本当はリビングの廊下の丸窓で見たかったのだが、あそこは今“乗客二人”に占拠されている。

──── あの窓は大きいし、水面に近くて一番『ぶくぶく』が多いのに

自分のお気に入りの特等席を取られ、とはいえ『どいてくれ』などと話しかけることもできず、こっそり様子をうかがっていたところをローに察知され、船長室へ連れ込まれたのだった。

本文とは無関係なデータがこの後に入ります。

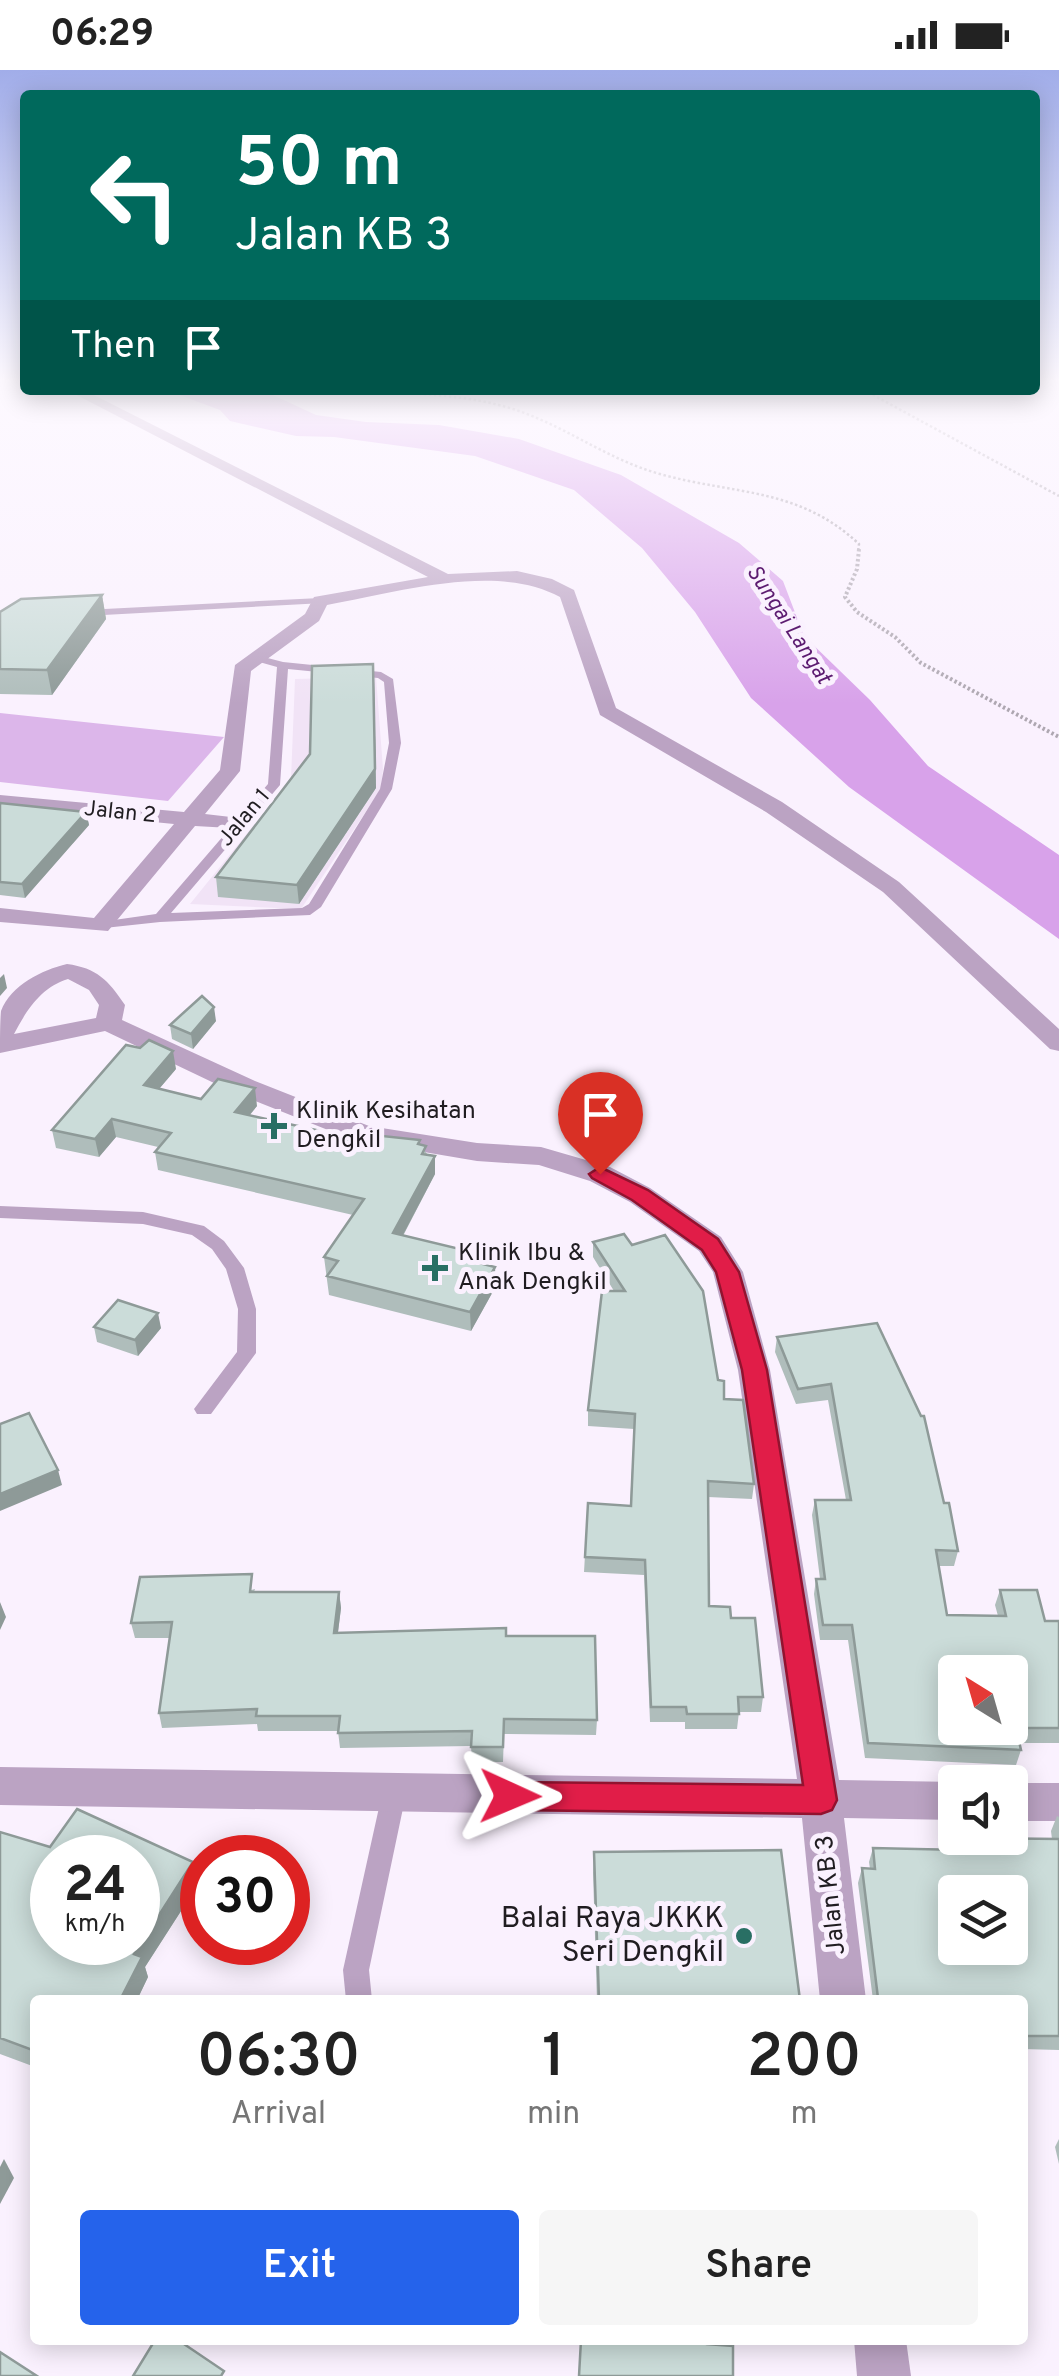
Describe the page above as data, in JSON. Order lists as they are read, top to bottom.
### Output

──── ここはいつでも海中だから、やっぱり『ぶくぶく』が少ないな


奥まで のぞきこむように身を乗り出していると、シャツの背中をピラリとめくられる。

直後、腰のあたりに軽く歯をたてて舌を這わされた。

「ちょっ………?!」

「ケツ突き出してるお前が悪い」

シャツを押さえてローのほうに向き直ると、近い距離でバチりと目が合う。



──── ヤバい 溺れる

ぶくぶく ぶくぶく




倒れこむようなキスをされ身をよじるが、狭いベッドでは よじった先にも逃げ場はなく追い込まれる。差し込まれた舌に応じず、「んー」と細かくうなずき苦しそうにしてみせると、ようやく唇が解放された。

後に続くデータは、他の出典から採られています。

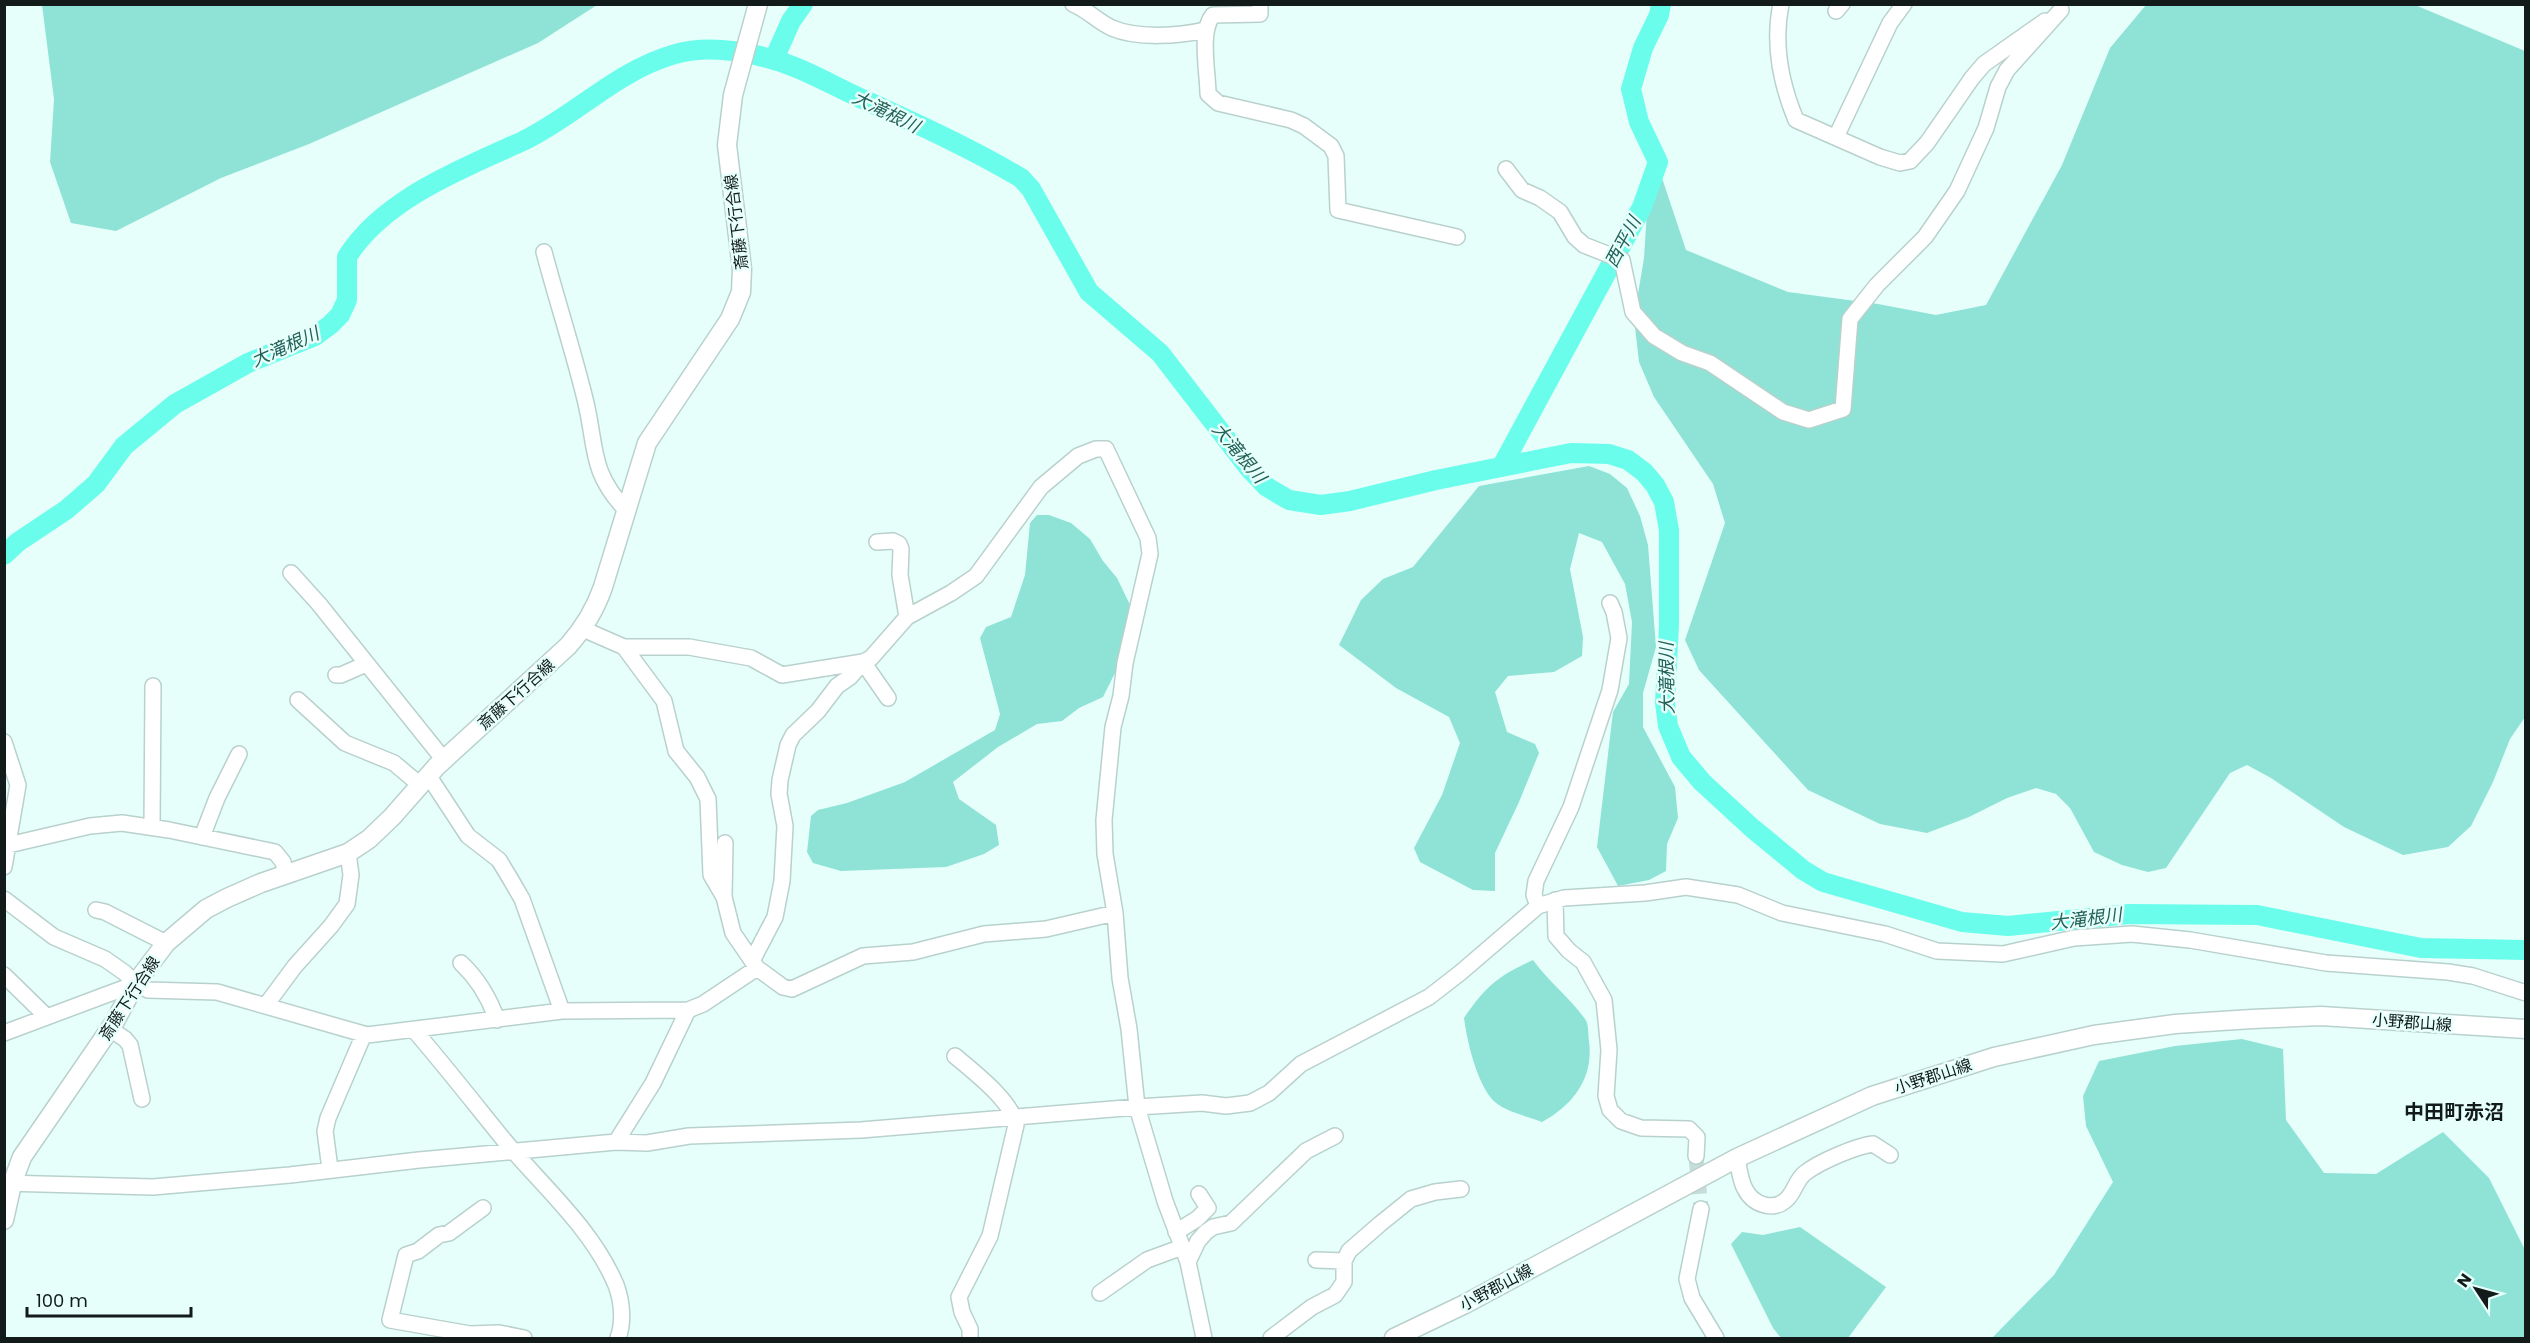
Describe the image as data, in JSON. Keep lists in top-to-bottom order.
{
  "streets": {
    "main road": ["斎藤下行合線", "小野郡山線"]
  },
  "districts": ["中田町赤沼"],
  "water": ["大滝根川", "西平川"],
  "scale_bar": "100 m",
  "north": "top left"
}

「本当に、もうおしまい。………今朝も…したでしょ。キリないよ。大丈夫?」

「なんでか………お前とは…止まらねェな」

ニヤリと笑うローに、アルコは軽くムッとする。

「『お前とは』…って………誰と比べてんの。
何人の女 抱き殺してきたんだか」

「お前こそ、何人絞り殺した」

「…なにそれ、全然………

っていうか!

あいつら二人とも“億超え”でしょ。ちゃんと見張ってよ」

ベッドからぐりぐりと蹴り出すと、ローはハイハイと言いながら、長刀を肩にかけて部屋を出ていく。




ひとり 残された部屋

窓に目をやると、すでに藍

──── 手遅れ もう溺れてる


アルコはシャツを下に引っ張り整えて、速い ため息をついた。